Exercise requirements
Each line of the data that includes "linecap" must be copied.

[The records]

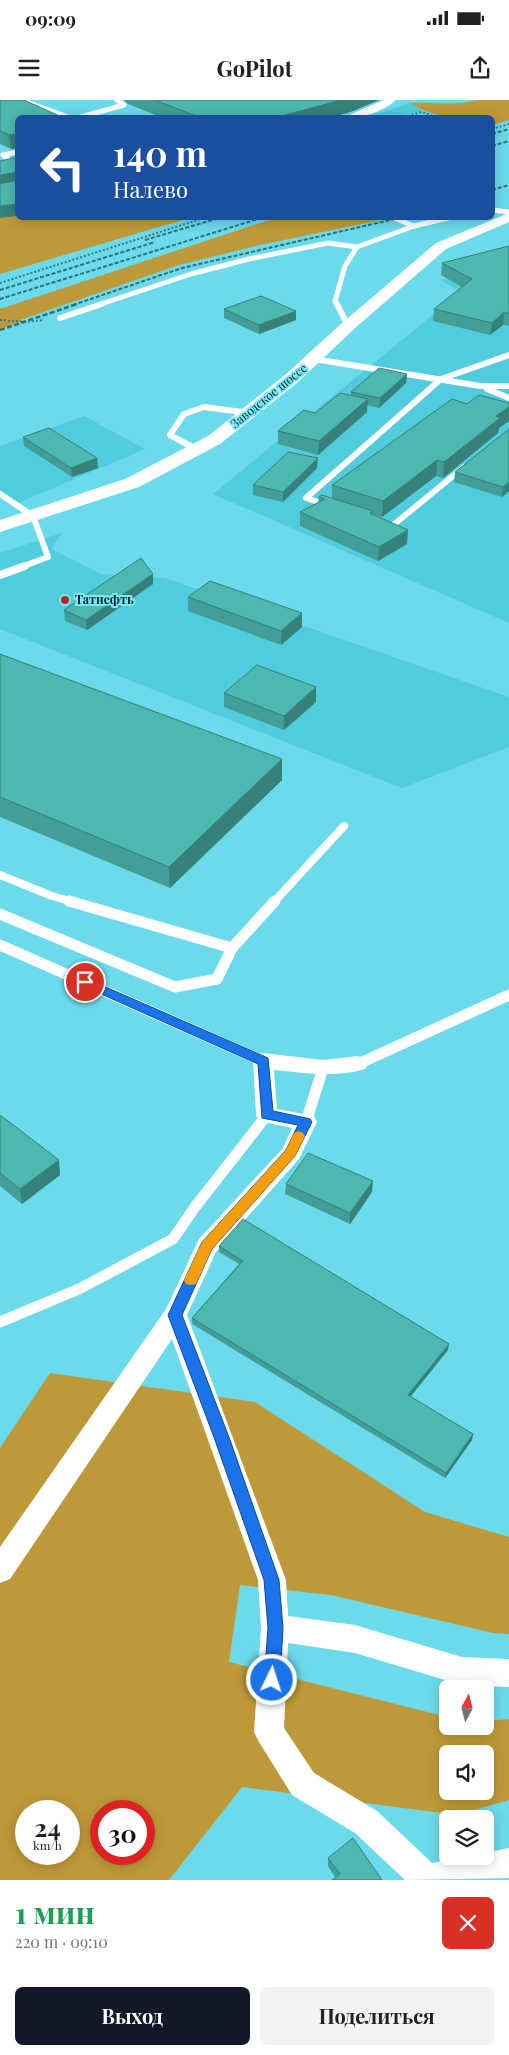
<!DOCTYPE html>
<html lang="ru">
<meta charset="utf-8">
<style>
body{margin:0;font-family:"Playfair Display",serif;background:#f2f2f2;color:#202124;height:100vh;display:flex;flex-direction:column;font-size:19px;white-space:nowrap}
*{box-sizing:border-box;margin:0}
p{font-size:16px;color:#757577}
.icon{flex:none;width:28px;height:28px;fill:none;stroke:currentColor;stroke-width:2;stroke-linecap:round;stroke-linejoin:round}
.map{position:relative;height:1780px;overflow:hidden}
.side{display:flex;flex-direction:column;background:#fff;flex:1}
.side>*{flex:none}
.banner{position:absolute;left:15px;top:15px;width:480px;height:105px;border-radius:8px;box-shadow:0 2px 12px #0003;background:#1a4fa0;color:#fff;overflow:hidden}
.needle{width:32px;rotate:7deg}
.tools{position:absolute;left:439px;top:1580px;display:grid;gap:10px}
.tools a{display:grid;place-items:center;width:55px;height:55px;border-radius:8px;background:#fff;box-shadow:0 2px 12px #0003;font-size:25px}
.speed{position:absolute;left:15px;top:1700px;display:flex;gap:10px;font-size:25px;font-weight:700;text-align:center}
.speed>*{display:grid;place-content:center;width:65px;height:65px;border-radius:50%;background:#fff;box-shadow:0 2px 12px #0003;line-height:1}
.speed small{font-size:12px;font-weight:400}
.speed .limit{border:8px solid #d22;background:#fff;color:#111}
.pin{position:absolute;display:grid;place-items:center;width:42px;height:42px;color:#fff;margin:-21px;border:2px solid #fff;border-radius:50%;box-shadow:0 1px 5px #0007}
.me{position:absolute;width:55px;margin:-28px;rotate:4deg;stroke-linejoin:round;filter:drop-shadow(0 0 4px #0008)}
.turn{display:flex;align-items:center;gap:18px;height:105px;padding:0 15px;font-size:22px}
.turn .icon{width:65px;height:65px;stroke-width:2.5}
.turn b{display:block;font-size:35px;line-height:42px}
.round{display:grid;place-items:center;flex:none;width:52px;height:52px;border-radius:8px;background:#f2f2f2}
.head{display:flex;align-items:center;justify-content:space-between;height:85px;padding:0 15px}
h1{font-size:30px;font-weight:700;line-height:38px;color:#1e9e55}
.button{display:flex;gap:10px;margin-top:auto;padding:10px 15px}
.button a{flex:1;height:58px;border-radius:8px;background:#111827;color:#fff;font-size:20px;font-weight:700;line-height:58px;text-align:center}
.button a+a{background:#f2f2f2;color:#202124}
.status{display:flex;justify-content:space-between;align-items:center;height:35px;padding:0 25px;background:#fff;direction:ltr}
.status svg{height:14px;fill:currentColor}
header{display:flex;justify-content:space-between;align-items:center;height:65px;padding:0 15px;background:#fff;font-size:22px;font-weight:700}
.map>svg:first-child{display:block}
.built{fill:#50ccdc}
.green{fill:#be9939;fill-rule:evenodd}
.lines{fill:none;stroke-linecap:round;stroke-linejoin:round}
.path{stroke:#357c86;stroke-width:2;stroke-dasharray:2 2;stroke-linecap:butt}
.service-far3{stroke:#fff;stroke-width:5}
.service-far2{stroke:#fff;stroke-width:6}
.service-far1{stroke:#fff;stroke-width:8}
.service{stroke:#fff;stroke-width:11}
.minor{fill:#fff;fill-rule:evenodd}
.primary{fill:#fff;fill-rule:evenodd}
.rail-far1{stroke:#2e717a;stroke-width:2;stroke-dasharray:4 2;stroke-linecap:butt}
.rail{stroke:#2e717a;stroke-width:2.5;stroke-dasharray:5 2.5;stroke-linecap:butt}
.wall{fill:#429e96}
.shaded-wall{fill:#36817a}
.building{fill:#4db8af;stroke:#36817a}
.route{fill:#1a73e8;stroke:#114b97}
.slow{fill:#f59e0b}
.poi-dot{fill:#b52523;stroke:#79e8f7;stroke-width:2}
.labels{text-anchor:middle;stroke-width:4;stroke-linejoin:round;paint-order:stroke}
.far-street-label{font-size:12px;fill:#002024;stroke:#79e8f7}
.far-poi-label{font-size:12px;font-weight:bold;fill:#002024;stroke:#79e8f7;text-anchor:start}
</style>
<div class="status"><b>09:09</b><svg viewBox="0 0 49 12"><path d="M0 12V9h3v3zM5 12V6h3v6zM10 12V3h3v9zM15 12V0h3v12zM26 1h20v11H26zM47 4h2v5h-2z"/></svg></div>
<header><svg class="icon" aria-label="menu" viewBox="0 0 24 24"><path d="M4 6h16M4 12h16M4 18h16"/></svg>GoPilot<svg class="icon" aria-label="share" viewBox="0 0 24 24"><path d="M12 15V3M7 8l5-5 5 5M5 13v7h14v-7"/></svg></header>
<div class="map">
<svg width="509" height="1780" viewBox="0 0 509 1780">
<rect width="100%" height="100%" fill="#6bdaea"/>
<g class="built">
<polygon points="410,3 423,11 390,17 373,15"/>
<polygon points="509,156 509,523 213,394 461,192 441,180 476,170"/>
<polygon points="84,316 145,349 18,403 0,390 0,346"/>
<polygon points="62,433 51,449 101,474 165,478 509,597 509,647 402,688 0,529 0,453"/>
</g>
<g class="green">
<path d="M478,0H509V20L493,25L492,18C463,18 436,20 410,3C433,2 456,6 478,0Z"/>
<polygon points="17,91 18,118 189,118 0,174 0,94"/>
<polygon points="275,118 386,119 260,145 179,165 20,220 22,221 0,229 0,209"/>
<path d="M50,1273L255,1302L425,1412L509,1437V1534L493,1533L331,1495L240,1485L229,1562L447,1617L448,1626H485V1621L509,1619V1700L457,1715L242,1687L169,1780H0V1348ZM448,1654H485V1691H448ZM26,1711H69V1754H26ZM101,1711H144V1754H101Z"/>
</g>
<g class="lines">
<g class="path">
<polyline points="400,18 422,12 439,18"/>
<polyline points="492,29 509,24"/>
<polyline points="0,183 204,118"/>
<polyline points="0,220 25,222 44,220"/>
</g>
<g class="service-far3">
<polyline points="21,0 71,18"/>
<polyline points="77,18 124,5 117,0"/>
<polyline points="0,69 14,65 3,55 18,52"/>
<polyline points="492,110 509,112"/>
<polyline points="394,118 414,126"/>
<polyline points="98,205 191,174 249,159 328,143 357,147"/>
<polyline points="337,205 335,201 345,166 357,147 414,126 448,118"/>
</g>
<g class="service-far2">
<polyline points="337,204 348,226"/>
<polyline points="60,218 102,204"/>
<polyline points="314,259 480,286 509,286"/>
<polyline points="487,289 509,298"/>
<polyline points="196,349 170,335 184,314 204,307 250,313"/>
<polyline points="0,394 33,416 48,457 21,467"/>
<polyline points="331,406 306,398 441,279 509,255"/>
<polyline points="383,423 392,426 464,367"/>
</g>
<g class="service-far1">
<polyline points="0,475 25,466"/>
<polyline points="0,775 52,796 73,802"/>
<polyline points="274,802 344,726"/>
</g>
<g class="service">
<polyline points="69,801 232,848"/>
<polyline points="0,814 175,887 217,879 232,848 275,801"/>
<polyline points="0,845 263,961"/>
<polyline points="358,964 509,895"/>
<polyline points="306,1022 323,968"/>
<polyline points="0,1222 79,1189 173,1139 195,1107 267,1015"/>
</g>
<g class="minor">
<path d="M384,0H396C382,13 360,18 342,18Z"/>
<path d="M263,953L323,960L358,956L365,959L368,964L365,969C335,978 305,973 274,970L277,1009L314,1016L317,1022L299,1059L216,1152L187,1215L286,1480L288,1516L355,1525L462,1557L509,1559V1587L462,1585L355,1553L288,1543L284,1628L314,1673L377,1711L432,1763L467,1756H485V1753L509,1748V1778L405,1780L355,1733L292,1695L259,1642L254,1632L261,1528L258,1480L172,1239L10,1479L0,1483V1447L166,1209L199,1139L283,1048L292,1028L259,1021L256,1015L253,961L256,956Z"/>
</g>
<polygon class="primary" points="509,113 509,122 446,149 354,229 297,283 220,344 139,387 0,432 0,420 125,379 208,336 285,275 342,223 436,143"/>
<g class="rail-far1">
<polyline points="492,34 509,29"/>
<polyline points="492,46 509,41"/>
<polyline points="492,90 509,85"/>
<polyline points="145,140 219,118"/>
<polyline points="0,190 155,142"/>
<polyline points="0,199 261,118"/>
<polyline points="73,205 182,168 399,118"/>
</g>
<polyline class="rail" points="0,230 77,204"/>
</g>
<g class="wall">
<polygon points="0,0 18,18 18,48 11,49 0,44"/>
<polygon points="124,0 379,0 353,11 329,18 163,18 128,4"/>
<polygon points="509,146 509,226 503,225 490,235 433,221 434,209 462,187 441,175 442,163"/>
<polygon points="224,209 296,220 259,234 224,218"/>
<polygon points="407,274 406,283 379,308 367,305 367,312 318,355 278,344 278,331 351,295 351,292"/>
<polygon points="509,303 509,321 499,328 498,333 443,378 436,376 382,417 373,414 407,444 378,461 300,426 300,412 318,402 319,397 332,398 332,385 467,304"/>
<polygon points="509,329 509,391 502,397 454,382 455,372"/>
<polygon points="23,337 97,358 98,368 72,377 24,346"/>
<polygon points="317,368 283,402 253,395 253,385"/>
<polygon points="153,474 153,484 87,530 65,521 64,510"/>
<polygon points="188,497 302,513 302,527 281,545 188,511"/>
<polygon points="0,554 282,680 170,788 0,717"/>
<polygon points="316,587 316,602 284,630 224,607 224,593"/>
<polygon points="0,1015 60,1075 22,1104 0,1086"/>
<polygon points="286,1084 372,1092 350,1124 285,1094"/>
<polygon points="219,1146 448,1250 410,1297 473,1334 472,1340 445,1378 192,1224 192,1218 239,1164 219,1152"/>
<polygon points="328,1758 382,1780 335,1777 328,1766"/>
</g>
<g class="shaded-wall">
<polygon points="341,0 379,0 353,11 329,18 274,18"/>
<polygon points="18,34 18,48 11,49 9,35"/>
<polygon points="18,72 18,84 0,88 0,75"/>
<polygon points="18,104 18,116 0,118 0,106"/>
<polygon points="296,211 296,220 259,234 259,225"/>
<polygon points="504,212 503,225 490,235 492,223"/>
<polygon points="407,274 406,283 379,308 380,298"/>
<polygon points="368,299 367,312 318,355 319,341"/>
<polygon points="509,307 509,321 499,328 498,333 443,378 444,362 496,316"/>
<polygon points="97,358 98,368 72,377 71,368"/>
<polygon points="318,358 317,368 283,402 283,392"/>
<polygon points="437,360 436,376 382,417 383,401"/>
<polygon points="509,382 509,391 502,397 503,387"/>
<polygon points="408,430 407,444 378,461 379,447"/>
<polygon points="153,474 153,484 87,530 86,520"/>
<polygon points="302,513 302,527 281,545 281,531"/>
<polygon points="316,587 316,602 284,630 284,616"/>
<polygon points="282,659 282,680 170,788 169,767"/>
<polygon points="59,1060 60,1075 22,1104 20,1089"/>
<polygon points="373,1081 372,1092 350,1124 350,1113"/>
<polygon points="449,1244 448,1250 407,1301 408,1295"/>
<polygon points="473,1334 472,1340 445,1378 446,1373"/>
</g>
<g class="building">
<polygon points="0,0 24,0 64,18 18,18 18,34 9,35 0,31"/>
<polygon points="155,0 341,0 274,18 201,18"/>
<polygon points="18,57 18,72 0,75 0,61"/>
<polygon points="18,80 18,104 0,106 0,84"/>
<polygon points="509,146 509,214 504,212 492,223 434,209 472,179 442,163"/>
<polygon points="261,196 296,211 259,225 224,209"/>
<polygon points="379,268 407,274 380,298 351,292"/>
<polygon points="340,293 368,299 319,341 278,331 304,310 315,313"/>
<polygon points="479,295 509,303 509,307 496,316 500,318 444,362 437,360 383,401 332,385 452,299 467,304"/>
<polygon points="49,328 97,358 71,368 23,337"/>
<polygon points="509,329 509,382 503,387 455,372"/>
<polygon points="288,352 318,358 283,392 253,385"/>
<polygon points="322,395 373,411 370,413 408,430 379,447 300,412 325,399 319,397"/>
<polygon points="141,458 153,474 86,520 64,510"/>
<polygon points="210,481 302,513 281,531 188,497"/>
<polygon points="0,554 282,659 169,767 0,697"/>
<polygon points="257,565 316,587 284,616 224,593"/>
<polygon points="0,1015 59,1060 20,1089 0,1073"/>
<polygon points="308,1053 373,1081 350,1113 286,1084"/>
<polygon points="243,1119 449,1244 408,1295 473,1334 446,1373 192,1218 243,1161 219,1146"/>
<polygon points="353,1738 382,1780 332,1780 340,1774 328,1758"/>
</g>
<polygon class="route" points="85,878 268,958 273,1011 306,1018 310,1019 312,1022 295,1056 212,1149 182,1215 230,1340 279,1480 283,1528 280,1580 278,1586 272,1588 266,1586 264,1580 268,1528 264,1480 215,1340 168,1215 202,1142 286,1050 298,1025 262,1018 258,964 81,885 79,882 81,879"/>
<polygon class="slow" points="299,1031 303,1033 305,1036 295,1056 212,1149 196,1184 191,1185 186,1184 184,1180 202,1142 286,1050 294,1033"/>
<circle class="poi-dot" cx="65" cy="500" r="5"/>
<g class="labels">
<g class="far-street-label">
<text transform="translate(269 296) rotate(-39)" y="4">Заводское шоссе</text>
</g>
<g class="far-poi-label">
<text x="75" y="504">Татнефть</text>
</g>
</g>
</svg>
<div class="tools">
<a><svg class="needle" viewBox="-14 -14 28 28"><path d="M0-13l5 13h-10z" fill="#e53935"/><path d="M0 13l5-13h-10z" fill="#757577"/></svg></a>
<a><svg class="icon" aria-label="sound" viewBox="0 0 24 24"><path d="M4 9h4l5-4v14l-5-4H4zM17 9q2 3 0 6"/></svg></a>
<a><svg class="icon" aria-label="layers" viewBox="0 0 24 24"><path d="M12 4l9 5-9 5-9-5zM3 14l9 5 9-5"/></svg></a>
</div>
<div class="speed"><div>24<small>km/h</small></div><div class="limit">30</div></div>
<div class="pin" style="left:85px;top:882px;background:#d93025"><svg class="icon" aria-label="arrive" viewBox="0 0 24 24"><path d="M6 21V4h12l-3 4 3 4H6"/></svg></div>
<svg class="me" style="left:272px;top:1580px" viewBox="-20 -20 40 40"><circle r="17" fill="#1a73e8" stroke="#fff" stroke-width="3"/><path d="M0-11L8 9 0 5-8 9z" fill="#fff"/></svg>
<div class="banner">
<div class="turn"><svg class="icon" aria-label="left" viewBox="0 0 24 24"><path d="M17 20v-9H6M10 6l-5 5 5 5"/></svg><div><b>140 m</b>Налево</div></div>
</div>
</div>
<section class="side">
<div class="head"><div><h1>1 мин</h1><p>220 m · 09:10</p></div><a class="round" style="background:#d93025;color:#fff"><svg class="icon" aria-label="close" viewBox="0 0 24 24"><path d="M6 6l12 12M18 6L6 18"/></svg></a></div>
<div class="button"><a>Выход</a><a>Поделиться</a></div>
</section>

[/The records]

Response
.icon{flex:none;width:28px;height:28px;fill:none;stroke:currentColor;stroke-width:2;stroke-linecap:round;stroke-linejoin:round}
.lines{fill:none;stroke-linecap:round;stroke-linejoin:round}
.path{stroke:#357c86;stroke-width:2;stroke-dasharray:2 2;stroke-linecap:butt}
.rail-far1{stroke:#2e717a;stroke-width:2;stroke-dasharray:4 2;stroke-linecap:butt}
.rail{stroke:#2e717a;stroke-width:2.5;stroke-dasharray:5 2.5;stroke-linecap:butt}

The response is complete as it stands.